We especially consider applications in intelligent transportation systems and robotics. We note that images acquired from vehicles and robots are quite different from images taken by humans. Images taken by humans always have a purpose: the photographer wants something to be seen in the image. On the other hand, a vehicle-mounted camera operates independently from the pose of the objects in the scene: it simply acquires a fresh image each 40 milliseconds. Hence, the role of the context [7] in car-borne datasets [6, 12] will be different than in datasets acquired by humans [9]. In particular, objects in car-borne datasets (cars, pedestrians, riders, etc.) are likely to be represented at a variety of scales due to forward camera motion. Not so in datasets taken by humans, where a majority of objects is found at particular scales determined by rules of artistic composition. This suggests that paying a special attention to object scale in car-borne imagery may bring a considerable performance gain.

One approach to address scale-related problems would be to perform a joint dense recovery of depth and semantic information [8, 20]. If the depth recovery is successful, the classification network gets an opportunity to leverage that information and improve performance. However, these methods have limited accuracy and require training with depth groundtruth. Another approach would be to couple semantic segmentation with reconstructed [23] or measured [2] 3D information. However, the pixel-level classifier may not be able to successfully exploit this information. Yet another approach would be to use the depth for presenting better object proposals [2, 5]. However, proposing instance locations in crowded scenes may be a harder task than classifying pixels.

In this paper we present a novel technique for scale-invariant training and inference in stereoscopic semantic segmentation. Unlike previous approaches, we address the scale-invariance directly, by leveraging the reconstructed depth information [13, 32] to disentangle the object appearance from the object scale. We realize this idea by introducing a novel scale selection layer into a deep network operating on the source image pyramid. The resulting scale-invariance substantially improves the segmentation performance with respect to the baseline.

2 Related Work

Early semantic segmentation work was based on multi-scale hand-crafted filter banks [26, 28] with limited receptive fields (typically less than 50 \(\times \) 50 pixels).

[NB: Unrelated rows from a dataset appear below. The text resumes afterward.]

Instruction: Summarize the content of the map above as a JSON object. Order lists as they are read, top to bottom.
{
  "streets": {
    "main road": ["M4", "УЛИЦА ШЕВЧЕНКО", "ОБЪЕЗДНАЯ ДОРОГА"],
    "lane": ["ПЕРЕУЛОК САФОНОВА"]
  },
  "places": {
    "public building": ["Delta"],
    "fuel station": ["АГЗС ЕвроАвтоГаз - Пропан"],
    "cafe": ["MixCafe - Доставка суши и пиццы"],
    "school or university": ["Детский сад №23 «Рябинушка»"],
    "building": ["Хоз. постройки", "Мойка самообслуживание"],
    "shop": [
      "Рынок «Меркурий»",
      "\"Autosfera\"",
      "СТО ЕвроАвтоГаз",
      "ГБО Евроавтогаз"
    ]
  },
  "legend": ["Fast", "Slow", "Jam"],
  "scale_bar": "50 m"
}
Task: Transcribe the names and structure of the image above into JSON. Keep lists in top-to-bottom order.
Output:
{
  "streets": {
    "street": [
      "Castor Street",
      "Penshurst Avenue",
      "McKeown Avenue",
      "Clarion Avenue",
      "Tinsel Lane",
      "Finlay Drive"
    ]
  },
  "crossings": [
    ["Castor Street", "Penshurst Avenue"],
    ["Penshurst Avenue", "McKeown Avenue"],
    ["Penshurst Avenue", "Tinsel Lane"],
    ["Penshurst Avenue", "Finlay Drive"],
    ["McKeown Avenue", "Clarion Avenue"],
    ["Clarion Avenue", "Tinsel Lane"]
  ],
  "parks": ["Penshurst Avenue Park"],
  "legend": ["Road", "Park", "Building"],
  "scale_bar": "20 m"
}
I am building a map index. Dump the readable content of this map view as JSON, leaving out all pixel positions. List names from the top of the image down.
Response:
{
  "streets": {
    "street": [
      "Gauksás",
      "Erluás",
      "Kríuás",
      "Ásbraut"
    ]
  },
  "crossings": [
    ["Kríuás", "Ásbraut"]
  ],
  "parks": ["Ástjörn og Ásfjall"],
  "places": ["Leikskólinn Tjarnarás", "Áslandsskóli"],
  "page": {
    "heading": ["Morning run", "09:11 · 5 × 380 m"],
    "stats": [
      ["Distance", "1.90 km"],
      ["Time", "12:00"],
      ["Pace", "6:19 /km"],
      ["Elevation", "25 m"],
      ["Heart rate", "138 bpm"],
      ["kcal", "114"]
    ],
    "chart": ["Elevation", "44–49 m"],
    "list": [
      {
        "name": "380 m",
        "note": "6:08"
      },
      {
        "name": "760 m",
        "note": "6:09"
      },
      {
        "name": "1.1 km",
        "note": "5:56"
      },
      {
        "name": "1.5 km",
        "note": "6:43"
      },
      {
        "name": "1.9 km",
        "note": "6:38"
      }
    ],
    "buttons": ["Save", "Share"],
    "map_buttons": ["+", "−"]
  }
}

Recent approaches [3, 4, 21, 22] leverage amazing power of GPU [11] and extraordinary capacity of deep convolutional architectures [19] to process pixel neighborhoods by ImageNet-grade classifiers. These classifiers typically possess millions of trainable parameters, while their receptive fields may exceed 200 \(\times \) 200 pixels [29]. The capacity of these architectures is dimensioned for associating an unknown input image with one of 1000 diverse classes, while they typically see around million images during ImageNet pre-training plus billions of patches during semantic segmentation training. An architecture trained for ImageNet classification can be transformed into a fully convolutional form by converting fully-connected layers into equivalent convolutional layers with the same weights [15, 22, 27]. The resulting fully convolutional network outputs a dense W/s \(\times \) H/s \(\times \) 1000 multi-class heat map tensor, where W \(\times \) H are input dimensions and s is the subsampling factor due to pooling. Now the number of outputs of the last layer can be redimensioned to whatever is the number of classes in the specific application and the network is ready to be fine-tuned for the semantic segmentation task.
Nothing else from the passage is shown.